Stored data entries
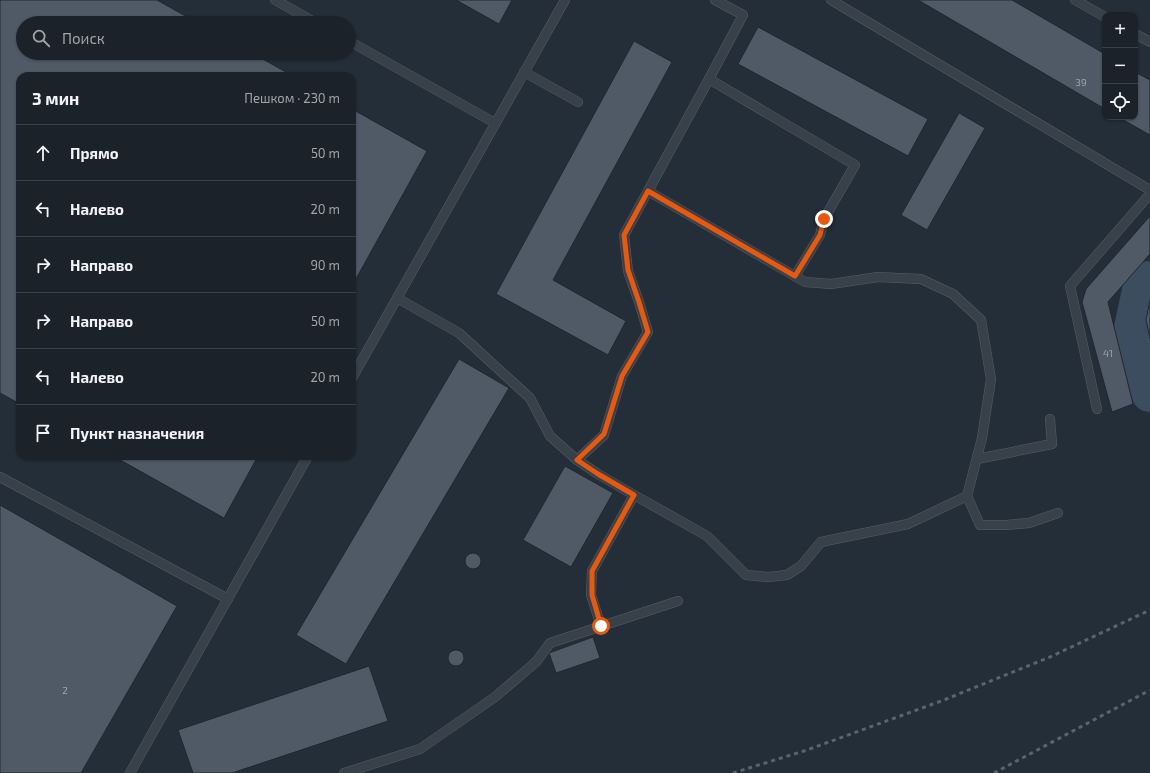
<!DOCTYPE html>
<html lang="ru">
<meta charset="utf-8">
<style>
:root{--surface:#1b222a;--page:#282f36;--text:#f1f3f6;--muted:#a0a4a8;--line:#393f47}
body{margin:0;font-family:"Exo 2",sans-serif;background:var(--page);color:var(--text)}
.controls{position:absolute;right:12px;top:12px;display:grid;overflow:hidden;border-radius:8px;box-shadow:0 1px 3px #0004}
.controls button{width:36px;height:36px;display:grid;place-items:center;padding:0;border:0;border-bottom:1px solid var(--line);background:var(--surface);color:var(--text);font:20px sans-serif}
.stop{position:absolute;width:12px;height:12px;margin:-9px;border:3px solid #ea580c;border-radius:50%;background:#fff}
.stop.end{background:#ea580c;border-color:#fff;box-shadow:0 1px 4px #0008}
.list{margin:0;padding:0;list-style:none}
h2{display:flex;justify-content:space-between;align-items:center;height:52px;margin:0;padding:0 16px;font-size:17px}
h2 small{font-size:13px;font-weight:400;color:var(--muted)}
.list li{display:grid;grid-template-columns:26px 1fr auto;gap:12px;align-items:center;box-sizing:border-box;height:56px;padding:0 16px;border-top:1px solid var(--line)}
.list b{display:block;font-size:15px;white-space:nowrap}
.list em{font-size:13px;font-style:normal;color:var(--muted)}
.icon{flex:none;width:22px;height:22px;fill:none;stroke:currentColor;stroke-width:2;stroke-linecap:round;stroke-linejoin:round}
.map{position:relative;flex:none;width:1150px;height:773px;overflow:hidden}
.search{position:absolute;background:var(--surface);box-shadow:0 1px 3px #0004;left:16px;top:16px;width:340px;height:44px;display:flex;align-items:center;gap:10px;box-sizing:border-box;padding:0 14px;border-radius:22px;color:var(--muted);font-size:15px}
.panel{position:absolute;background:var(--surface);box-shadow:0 1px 3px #0004;left:16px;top:72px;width:340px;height:388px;border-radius:12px}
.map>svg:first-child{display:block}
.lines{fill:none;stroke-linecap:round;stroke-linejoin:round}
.river{stroke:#3c4d60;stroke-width:38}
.building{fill:#505a67;stroke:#1f2730}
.service-casing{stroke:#565e67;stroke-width:10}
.service{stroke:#384049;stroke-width:9}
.rail{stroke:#5a646f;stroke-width:3;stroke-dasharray:4 4;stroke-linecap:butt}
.route{stroke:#ea580c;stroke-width:5}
.labels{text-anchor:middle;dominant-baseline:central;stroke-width:3.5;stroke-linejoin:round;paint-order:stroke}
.number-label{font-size:10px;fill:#9aa3ae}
</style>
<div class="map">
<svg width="1150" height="773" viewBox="0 0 1150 773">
<rect width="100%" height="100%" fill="#242e38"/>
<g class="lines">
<polyline class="river" points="1150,280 1142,286 1133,328 1150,393"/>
</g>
<g class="building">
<polygon points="0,0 157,0 198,23 23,23 23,53 252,53 293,76 20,76 20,404 0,393"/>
<polygon points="456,0 512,0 499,24"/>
<polygon points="918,0 1012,0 1105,54 1105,109"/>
<polygon points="758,27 928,119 908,156 738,64"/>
<polygon points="634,41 672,62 553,280 626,321 608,355 496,294"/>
<polygon points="1135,72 1150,80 1150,135 1118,117 1135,117"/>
<polygon points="352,109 427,151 352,286"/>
<polygon points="959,113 985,128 927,230 901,215"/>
<polygon points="1150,216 1150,254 1108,302 1133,404 1112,412 1082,302 1086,289"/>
<polygon points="1150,300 1150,338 1146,320"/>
<polygon points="459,359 509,388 346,664 296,635"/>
<polygon points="113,456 258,456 224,518"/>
<polygon points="565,466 613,493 571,567 523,540"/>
<polygon points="0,505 177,606 81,773 0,773"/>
<circle cx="473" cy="561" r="8"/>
<polygon points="593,637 600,658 556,673 549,653"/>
<circle cx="456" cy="658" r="8"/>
<polygon points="369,666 388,721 232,773 193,773 178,730"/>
</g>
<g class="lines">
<g class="service-casing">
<g id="service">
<polyline points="275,0 316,23"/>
<polyline points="831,0 1150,190"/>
<polyline points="1075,0 1105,17"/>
<polyline points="1135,34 1150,42"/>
<polyline points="349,41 495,123"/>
<polyline points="524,72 578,102"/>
<polyline points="709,79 855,165 824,219 820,235 795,276"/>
<polyline points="397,298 459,333 530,398 550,436 577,460 604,435 622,376 648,332 639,302 628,271 624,235 709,79 743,15 715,0"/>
<polyline points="352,378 565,0"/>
<polyline points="1097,409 1070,286 1150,194"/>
<polyline points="977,459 1052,444 1050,419"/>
<polyline points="577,460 598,474 634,495 592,571 591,595 601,626"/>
<polyline points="0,477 228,599"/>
<polyline points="634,495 707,536 746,575 768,577 787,575 801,566 821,542 908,524 967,496 982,438 991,379 981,320 953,294 921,279 878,277 831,284 805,282 648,191"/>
<polyline points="967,496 980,525 1006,525 1029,523 1058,513"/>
<polyline points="130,773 308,456"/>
<polyline points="344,773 420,749 495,697 536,662 550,643 678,601"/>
</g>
</g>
<use href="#service" class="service"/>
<g class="rail">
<polyline points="733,773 807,750 944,700 1050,657 1150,610"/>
<polyline points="994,773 1150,690"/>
</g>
</g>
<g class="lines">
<polyline class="route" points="601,626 592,595 592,571 634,495 598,474 577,460 604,434 622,376 648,332 639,302 628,270 624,235 648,191 795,276 820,235 824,219"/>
</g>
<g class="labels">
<g class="number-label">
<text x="1081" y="82">39</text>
<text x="1108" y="353">41</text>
<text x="65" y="690">2</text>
</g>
</g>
</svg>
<div class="controls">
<button>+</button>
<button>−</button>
<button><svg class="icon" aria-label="locate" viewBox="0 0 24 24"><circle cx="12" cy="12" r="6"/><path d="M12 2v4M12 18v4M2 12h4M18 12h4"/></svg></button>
</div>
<div class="stop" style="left:601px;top:626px"></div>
<div class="stop end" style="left:824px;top:219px"></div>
<div class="search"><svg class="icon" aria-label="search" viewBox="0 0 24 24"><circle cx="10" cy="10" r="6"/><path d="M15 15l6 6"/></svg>Поиск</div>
<section class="panel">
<h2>3 мин<small>Пешком · 230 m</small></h2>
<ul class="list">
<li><svg class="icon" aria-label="ahead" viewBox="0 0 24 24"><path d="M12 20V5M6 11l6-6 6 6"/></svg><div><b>Прямо</b></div><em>50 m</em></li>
<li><svg class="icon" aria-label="left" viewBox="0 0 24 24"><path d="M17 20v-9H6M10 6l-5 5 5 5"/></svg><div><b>Налево</b></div><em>20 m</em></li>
<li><svg class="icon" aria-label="right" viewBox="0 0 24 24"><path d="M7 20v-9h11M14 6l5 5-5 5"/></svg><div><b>Направо</b></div><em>90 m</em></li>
<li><svg class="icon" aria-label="right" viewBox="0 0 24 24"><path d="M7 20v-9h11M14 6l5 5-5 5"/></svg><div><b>Направо</b></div><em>50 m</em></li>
<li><svg class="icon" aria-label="left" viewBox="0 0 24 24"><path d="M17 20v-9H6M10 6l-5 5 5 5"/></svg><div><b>Налево</b></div><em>20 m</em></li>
<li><svg class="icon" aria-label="arrive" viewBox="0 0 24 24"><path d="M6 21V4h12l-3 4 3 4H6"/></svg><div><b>Пункт назначения</b></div></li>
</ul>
</section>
</div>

Problem description: What lines in the entries contain "sans"? Report each one by copying it.

Completed task:
body{margin:0;font-family:"Exo 2",sans-serif;background:var(--page);color:var(--text)}
.controls button{width:36px;height:36px;display:grid;place-items:center;padding:0;border:0;border-bottom:1px solid var(--line);background:var(--surface);color:var(--text);font:20px sans-serif}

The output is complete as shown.